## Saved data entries
⟨

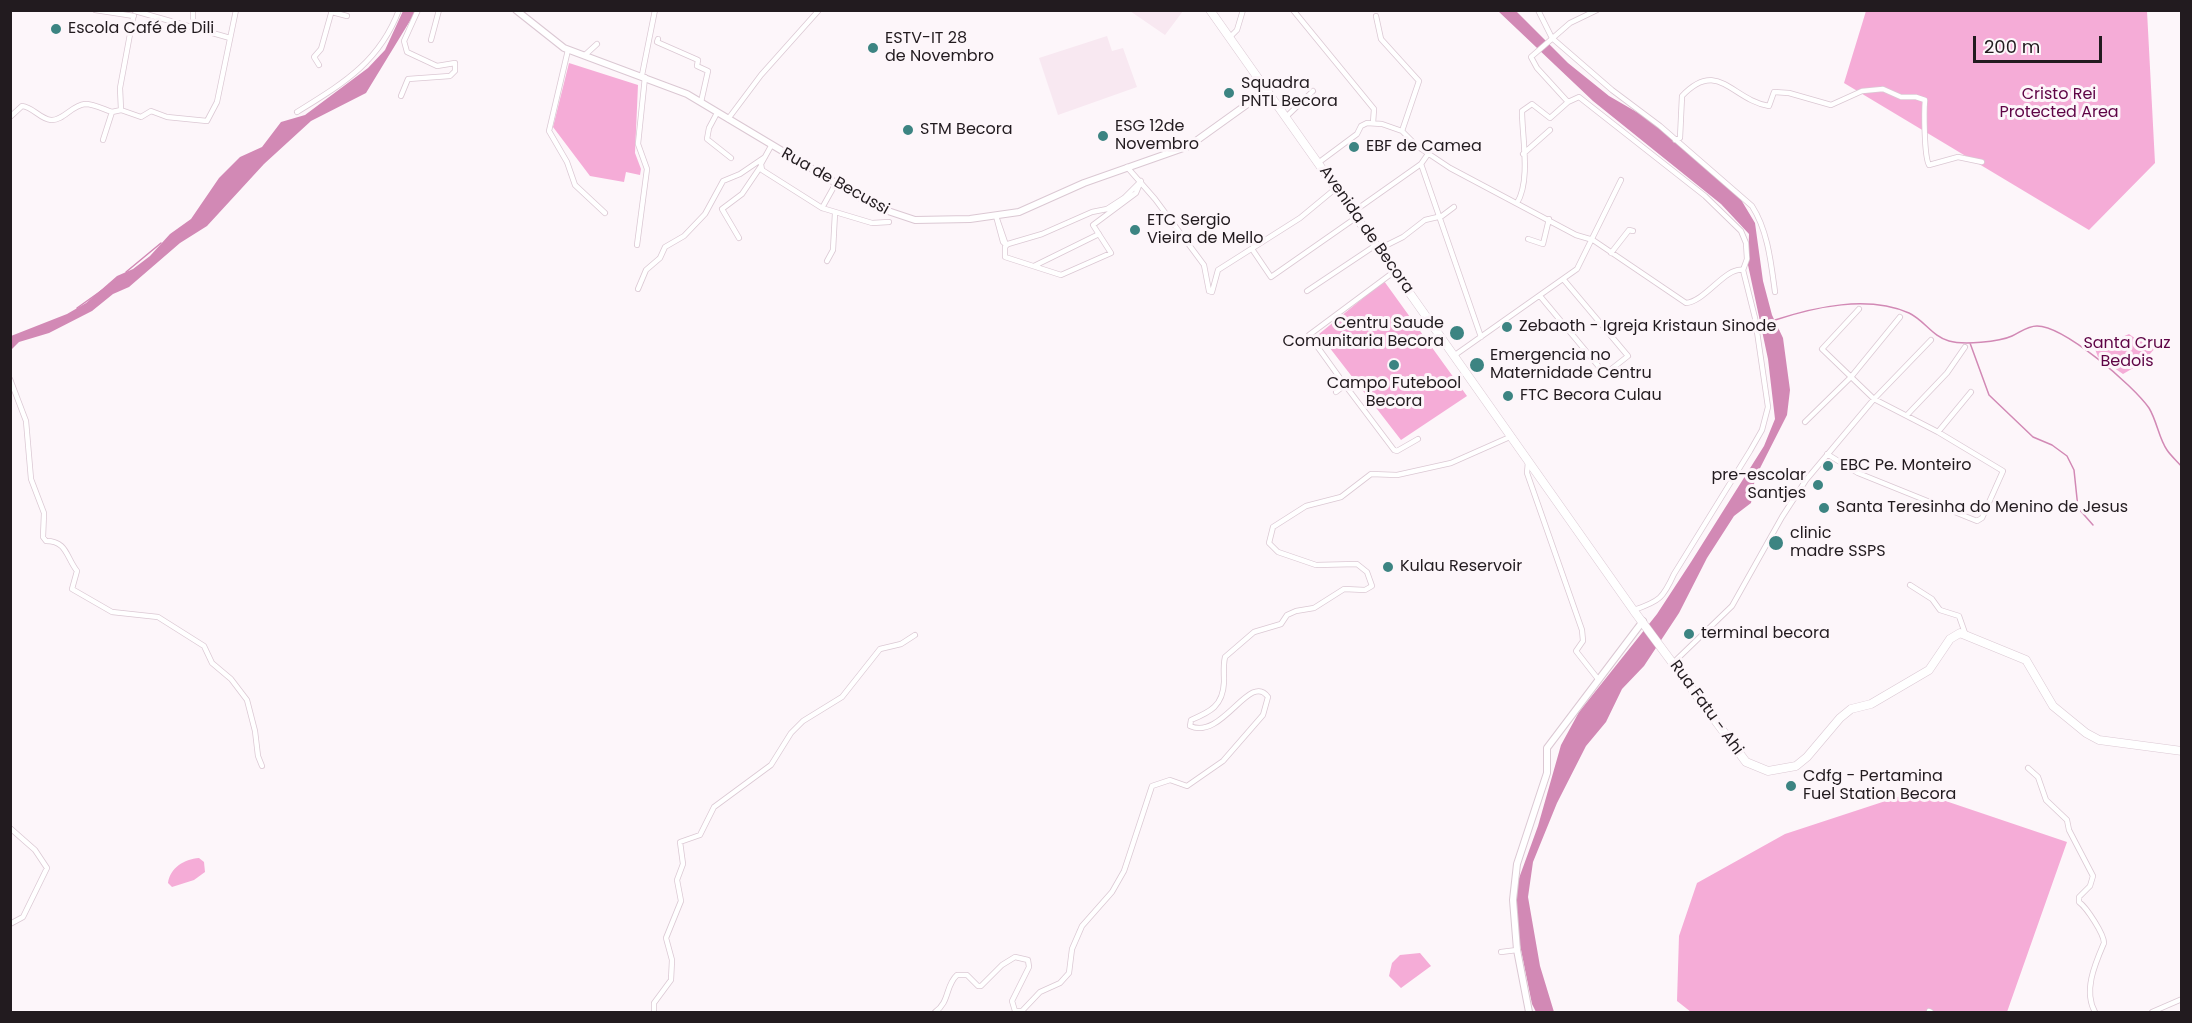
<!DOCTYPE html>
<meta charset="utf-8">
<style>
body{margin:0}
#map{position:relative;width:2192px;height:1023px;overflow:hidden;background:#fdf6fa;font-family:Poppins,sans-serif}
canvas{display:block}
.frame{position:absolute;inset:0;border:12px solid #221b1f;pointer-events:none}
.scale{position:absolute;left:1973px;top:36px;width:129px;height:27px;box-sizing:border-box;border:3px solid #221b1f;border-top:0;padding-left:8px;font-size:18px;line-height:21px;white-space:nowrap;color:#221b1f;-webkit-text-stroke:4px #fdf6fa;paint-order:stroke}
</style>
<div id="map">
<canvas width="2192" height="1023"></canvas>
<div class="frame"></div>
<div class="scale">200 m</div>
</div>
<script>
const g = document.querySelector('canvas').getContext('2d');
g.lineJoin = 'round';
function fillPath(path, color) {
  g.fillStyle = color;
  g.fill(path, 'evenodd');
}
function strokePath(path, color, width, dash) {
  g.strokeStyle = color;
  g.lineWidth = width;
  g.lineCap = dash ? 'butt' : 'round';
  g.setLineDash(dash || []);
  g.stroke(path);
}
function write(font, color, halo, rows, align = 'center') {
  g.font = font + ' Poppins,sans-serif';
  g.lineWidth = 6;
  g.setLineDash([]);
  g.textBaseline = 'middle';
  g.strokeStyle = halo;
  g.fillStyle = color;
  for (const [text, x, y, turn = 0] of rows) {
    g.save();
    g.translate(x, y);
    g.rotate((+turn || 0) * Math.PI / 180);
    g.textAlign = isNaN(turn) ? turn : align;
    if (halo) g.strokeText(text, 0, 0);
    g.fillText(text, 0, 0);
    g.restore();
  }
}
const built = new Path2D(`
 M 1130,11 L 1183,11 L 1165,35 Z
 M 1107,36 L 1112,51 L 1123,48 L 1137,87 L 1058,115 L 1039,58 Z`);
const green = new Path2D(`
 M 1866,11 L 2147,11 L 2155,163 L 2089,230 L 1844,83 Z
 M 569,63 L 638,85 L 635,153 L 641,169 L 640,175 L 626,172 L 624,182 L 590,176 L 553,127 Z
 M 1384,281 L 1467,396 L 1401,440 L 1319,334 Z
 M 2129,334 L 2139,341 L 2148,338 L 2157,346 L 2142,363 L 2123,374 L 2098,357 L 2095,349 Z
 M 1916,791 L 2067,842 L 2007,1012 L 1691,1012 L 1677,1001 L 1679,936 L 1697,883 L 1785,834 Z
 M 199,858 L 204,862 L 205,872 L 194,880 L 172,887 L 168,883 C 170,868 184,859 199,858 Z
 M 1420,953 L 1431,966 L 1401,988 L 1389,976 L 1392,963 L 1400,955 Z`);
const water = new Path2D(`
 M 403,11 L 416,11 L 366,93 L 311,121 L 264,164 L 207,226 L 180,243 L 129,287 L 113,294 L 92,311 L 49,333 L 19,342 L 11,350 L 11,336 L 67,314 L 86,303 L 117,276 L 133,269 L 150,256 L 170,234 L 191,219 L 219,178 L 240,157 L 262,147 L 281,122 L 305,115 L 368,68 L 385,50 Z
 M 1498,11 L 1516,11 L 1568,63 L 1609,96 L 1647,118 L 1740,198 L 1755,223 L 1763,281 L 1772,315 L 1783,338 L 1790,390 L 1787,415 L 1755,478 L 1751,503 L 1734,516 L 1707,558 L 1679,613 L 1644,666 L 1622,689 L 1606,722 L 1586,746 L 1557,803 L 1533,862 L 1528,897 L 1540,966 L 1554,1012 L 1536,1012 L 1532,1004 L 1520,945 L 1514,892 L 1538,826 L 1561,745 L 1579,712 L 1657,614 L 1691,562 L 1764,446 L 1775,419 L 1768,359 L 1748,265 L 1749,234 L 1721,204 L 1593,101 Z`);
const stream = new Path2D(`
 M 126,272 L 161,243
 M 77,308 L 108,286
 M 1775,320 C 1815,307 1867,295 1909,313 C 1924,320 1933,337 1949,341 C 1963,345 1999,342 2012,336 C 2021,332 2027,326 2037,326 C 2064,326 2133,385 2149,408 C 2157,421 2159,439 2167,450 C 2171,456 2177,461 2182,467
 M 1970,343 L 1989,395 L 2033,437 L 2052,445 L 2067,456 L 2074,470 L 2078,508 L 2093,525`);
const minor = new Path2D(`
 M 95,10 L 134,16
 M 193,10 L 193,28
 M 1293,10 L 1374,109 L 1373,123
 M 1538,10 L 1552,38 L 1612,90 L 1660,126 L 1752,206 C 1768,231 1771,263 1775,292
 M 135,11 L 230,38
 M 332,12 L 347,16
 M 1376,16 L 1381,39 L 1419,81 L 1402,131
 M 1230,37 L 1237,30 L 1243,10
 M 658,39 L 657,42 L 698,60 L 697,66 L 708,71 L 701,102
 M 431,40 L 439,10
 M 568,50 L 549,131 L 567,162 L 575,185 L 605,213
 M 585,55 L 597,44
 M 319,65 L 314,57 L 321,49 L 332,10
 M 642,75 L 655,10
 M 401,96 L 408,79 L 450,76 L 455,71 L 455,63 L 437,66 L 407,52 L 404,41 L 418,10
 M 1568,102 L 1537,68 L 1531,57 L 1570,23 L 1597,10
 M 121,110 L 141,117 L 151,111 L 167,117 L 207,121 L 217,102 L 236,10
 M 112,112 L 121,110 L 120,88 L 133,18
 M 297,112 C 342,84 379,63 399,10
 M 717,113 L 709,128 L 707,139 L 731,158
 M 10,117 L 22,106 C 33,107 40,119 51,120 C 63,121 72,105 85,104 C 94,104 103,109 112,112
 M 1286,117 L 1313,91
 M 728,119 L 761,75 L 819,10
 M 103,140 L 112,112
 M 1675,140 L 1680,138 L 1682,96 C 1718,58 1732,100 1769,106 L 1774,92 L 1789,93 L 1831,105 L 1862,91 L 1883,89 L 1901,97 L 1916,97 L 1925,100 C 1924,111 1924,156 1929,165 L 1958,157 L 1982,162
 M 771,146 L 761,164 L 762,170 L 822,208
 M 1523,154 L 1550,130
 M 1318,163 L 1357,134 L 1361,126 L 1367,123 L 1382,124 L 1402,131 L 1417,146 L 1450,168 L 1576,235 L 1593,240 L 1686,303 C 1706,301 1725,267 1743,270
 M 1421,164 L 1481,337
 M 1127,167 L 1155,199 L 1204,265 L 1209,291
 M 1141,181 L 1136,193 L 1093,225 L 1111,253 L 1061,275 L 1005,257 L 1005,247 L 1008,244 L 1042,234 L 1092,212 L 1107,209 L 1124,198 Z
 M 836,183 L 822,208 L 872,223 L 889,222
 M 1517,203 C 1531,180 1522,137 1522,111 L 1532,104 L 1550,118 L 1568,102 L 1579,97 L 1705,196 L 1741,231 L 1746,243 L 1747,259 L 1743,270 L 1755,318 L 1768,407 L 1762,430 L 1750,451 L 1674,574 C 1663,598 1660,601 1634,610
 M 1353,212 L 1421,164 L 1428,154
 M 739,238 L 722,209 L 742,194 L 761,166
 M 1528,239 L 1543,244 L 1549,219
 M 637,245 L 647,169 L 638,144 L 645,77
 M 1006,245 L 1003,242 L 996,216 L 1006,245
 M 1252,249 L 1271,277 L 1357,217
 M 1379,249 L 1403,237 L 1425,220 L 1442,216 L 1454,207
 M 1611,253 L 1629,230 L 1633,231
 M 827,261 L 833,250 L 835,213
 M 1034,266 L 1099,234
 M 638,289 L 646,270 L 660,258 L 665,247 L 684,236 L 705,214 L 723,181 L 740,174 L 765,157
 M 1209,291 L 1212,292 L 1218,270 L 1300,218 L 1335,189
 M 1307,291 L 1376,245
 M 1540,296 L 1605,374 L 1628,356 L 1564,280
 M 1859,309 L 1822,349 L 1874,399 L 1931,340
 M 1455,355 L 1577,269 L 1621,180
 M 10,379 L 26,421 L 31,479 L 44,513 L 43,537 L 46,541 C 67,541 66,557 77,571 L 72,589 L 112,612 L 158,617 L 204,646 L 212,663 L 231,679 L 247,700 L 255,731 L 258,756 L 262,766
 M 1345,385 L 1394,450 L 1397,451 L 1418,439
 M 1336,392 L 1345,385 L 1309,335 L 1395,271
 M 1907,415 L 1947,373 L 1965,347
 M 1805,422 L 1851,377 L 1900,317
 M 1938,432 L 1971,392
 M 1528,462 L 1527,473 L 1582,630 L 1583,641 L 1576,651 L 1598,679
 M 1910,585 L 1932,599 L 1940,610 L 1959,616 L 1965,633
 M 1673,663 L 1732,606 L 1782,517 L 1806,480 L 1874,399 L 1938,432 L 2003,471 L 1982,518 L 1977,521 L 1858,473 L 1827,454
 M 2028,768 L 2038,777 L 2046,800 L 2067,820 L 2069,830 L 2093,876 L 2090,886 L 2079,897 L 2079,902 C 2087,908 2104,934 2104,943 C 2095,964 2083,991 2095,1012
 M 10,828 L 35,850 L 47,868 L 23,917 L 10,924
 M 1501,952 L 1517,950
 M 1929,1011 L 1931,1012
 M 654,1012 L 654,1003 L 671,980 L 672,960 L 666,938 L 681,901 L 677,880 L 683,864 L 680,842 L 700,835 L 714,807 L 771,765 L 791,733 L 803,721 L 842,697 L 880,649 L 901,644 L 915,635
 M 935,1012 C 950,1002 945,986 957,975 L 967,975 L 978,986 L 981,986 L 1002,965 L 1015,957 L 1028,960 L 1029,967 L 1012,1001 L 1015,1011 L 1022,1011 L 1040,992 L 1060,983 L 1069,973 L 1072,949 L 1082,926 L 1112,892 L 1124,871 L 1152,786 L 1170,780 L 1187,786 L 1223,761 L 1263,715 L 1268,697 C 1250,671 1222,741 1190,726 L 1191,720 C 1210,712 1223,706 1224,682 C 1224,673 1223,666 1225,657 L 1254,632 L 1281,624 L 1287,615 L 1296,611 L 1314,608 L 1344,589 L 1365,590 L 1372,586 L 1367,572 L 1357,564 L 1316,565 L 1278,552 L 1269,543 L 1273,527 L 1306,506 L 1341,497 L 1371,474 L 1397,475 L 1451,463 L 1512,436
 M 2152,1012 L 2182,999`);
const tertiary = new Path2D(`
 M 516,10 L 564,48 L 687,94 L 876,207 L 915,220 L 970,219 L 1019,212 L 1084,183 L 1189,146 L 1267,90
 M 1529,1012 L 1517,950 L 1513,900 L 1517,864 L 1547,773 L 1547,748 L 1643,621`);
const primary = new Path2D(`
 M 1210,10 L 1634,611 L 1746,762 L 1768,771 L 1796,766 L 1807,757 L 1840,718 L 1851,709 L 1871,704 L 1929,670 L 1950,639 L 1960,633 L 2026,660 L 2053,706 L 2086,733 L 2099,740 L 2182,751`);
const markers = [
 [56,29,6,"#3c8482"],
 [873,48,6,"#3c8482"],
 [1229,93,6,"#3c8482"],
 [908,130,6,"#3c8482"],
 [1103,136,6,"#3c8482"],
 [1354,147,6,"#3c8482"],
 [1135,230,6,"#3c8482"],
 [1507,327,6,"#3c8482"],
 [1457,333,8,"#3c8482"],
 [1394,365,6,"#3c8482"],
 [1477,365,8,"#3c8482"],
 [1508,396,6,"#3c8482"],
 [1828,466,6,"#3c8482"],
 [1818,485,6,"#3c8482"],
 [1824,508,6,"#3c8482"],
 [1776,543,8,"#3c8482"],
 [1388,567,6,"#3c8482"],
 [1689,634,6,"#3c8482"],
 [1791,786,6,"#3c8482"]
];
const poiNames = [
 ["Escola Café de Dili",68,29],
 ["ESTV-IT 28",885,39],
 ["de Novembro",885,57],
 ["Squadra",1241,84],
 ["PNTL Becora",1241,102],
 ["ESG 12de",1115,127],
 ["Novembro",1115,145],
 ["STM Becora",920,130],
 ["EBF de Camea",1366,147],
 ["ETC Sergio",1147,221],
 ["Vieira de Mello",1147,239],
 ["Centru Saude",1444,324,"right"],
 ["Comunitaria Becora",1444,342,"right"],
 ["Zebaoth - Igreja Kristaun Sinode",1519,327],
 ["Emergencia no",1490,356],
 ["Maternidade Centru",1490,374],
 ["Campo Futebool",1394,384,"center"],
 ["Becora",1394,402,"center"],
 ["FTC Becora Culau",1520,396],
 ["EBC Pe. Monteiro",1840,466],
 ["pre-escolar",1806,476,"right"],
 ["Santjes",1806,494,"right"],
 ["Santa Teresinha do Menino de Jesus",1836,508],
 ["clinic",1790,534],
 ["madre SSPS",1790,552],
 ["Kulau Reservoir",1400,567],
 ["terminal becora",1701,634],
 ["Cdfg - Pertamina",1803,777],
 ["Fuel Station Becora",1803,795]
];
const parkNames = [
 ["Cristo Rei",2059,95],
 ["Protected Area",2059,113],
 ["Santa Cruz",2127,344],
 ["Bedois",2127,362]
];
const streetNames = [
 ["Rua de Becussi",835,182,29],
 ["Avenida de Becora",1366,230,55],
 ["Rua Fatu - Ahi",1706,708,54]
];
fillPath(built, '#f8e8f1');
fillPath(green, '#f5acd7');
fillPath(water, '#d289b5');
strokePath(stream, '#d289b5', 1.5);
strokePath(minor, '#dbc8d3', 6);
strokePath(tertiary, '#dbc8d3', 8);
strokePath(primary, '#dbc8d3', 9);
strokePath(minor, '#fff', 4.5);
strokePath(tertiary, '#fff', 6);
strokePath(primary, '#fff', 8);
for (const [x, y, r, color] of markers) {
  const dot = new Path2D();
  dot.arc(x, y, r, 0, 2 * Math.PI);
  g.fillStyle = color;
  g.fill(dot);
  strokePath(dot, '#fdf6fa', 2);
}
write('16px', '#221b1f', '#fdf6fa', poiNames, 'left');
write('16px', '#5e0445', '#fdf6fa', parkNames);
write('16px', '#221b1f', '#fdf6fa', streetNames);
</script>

⟩
⟨

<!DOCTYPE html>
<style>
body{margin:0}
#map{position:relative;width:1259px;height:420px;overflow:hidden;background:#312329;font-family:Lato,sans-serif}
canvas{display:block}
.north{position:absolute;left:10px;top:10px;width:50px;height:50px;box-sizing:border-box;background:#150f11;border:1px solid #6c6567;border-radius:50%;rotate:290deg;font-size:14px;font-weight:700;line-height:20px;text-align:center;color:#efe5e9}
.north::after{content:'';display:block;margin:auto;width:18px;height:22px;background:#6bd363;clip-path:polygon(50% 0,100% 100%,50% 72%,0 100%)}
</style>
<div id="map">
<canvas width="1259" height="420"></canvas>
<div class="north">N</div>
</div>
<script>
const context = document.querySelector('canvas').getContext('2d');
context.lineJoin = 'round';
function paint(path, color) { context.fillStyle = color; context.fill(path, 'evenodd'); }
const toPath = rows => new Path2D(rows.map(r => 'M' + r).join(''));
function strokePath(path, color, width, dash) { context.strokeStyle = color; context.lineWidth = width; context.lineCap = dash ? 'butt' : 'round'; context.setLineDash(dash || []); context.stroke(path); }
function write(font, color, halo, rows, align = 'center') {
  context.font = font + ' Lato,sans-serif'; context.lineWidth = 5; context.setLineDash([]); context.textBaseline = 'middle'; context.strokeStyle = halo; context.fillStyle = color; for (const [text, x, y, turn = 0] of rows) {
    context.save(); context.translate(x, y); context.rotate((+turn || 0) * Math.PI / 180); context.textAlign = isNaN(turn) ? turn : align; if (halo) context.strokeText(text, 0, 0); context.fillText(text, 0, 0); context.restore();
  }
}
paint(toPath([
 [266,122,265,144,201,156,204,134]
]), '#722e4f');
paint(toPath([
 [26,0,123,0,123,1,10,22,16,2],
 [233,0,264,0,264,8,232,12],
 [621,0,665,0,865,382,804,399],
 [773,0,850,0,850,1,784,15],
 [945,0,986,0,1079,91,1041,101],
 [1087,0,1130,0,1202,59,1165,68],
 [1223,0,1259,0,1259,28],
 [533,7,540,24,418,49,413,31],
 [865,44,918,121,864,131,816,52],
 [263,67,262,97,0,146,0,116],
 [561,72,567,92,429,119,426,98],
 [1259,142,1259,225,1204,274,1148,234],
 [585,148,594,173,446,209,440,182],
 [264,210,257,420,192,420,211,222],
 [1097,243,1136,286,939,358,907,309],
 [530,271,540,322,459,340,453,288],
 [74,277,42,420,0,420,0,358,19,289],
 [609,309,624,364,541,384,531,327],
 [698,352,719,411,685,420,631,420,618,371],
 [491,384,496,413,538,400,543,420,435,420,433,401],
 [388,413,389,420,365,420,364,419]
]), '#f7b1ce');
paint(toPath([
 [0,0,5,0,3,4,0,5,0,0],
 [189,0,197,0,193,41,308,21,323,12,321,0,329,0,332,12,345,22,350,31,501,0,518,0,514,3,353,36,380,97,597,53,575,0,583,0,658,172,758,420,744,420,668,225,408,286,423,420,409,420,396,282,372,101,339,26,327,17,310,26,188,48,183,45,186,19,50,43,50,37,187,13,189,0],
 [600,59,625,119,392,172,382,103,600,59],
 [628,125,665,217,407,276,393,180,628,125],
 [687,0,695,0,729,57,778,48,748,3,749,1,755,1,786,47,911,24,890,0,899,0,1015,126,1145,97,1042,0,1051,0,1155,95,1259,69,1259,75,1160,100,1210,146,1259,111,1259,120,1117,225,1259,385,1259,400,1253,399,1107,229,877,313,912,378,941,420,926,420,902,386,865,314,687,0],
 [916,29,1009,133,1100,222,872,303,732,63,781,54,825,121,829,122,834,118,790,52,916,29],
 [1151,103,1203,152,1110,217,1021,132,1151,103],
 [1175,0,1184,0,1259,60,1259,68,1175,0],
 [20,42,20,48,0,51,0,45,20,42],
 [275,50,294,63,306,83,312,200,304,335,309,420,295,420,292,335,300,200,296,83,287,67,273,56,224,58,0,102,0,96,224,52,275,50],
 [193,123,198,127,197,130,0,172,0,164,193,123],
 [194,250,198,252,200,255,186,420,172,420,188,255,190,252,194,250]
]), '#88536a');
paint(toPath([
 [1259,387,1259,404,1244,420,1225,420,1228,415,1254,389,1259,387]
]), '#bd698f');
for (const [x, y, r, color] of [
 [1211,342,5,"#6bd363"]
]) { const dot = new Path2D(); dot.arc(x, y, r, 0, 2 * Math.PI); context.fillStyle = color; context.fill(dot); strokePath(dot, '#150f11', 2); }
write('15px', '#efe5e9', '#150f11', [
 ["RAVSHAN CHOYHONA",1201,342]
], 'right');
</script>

⟩

## WORK INSTRUCTIONS
Among the entries above, the lines between the ones containing "g.strokeStyle = halo;" and "M 1866,11 L", inclusive, are to be transcribed exactly. No other line is to be given.

## OUTPUT FOR THIS EXERCISE
  g.strokeStyle = halo;
  g.fillStyle = color;
  for (const [text, x, y, turn = 0] of rows) {
    g.save();
    g.translate(x, y);
    g.rotate((+turn || 0) * Math.PI / 180);
    g.textAlign = isNaN(turn) ? turn : align;
    if (halo) g.strokeText(text, 0, 0);
    g.fillText(text, 0, 0);
    g.restore();
  }
}
const built = new Path2D(`
 M 1130,11 L 1183,11 L 1165,35 Z
 M 1107,36 L 1112,51 L 1123,48 L 1137,87 L 1058,115 L 1039,58 Z`);
const green = new Path2D(`
 M 1866,11 L 2147,11 L 2155,163 L 2089,230 L 1844,83 Z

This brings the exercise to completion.